Door goede samenwerking, het tijdelijk bijplaatsen van extra bedden in de ziekenhuizen en verpleeg- en verzorgingshuizen, de optimale inzet van medewerkers zijn op dit moment de grootste knelpunten in de in- en uitstroom van patiënten in de ziekenhuizen onder controle. De verwachting is dat de griepgolf nog aanhoudt. Daarom wordt de situatie op bestuurlijk niveau nog zeker drie weken door de zorgaanbieders uit de regio nauwlettend in de gaten gehouden. Ook de Zorgboog participeert in dit regionaal overleg.

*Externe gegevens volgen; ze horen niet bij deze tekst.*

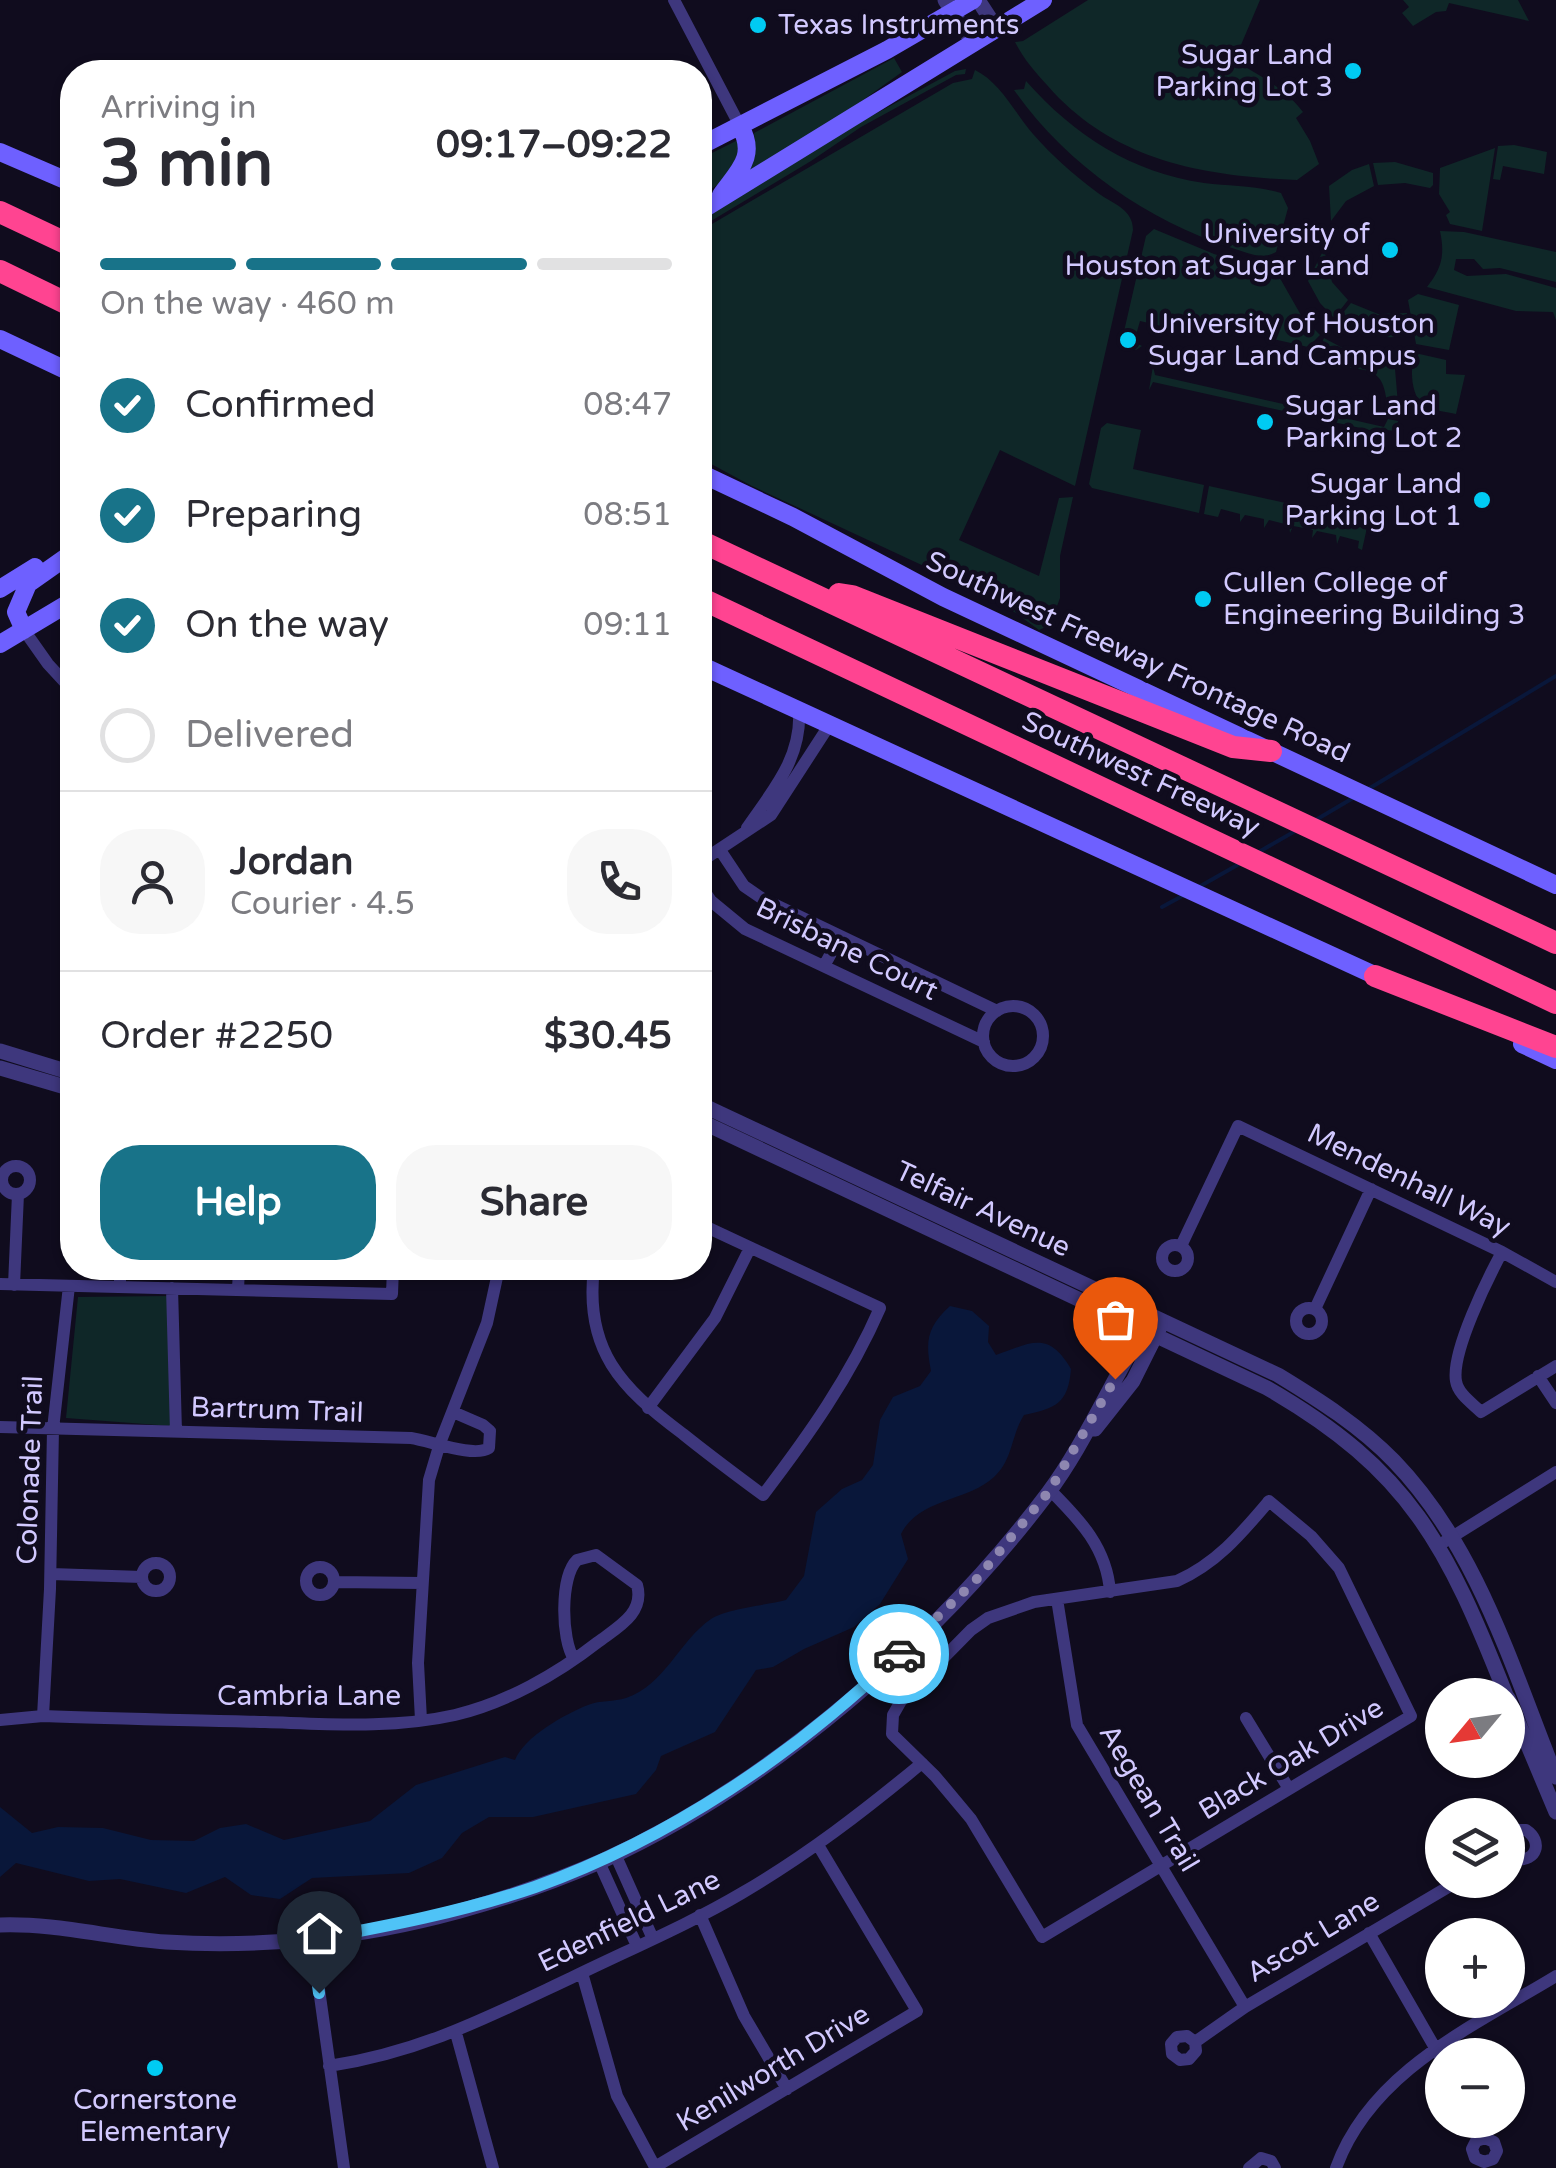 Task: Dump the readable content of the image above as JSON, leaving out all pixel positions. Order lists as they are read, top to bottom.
{
  "streets": {
    "highway": ["Southwest Freeway"],
    "main road": ["Southwest Freeway Frontage Road"],
    "street": [
      "Brisbane Court",
      "Mendenhall Way",
      "Telfair Avenue",
      "Bartrum Trail",
      "Colonade Trail",
      "Cambria Lane",
      "Black Oak Drive",
      "Aegean Trail",
      "Edenfield Lane",
      "Ascot Lane",
      "Kenilworth Drive"
    ]
  },
  "crossings": [
    ["Bartrum Trail", "Colonade Trail"],
    ["Colonade Trail", "Cambria Lane"],
    ["Black Oak Drive", "Aegean Trail"],
    ["Black Oak Drive", "Edenfield Lane"],
    ["Aegean Trail", "Ascot Lane"],
    ["Edenfield Lane", "Kenilworth Drive"]
  ],
  "places": [
    "Texas Instruments",
    "Sugar Land Parking Lot 3",
    "University of Houston at Sugar Land",
    "University of Houston Sugar Land Campus",
    "Sugar Land Parking Lot 2",
    "Sugar Land Parking Lot 1",
    "Cullen College of Engineering Building 3",
    "Cornerstone Elementary"
  ],
  "north": "bottom left",
  "page": {
    "heading": ["3 min", "Arriving in", "09:17–09:22"],
    "panel": [
      "Jordan",
      "Courier · 4.5",
      "Order #2250",
      "$30.45"
    ],
    "bar": "On the way · 460 m",
    "list": [
      ["Confirmed", "08:47"],
      ["Preparing", "08:51"],
      ["On the way", "09:11"],
      "Delivered"
    ],
    "buttons": ["Help", "Share"],
    "map_buttons": ["+", "−"]
  }
}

In de Peelregio wordt van oudsher intensief samengewerkt tussen de verschillende zorgaanbieders en de afgelopen weken is deze samenwerking alleen maar geïntensiveerd. Alle medewerkers zetten zich met man en macht in om de overlast voor cliënten zoveel mogelijk te beperken. Het transferbureau van het ziekenhuis en het cliëntencontactcentrum van de Zorgboog werken nauw samen om de doorstroom te bevorderen. Toch valt niet te ontkennen dat veel teams en afdelingen binnen de Zorgboog behoorlijk last hebben van de aanhoudende griepgolf. Dit heeft er toe geleid dat bedden af en toe iets langer leeg bleven. Ook in de wijkverpleging is het helaas niet altijd mogelijk om directe elke zorgvraag te beantwoorden.
Regionaal actiecentrum
In de regio Brabant-Zuidoost hebben de zorgorganisaties, onder leiding van GHOR/GGD, gezamenlijk de verantwoordelijkheid opgepakt om elkaar te helpen. De directeuren zijn opgeschaald en er is een operationeel actiecentrum ingezet. Zorgaanbieders en huisartsenorganisaties zoeken gezamenlijk naar oplossingen en maken afspraken om de doorstroom te bevorderen. Een aantal ziekenhuizen en verpleeg- en verzorgingshuizen in de regio hebben tijdelijk extra bedden beschikbaar gesteld voor de door- en uitstroom van patiënten. Ellis Jeurissen, directeur Publieke Gezondheid GGD/GHOR[1]: “Ik spreek namens de directie van alle zorgaanbieders als ik zeg dat we enorm trots zijn op de veerkracht van ons personeel en de manier waarop we met elkaar in staat zijn om over de grenzen van organisatiebelang heen, elkaar te helpen om zorg te kunnen blijven bieden. Dat we patiënten moeten teleurstellen is onvermijdelijk maar we doen er alles aan om die teleurstelling zo beperkt mogelijk te houden.”
[1] Als de zorgcontinuïteit in gevaar komt heeft de directeur Publieke Gezondheid, die verantwoordelijk is voor de GGD en GHOR, de taak om de aanpak van de problemen te coördineren.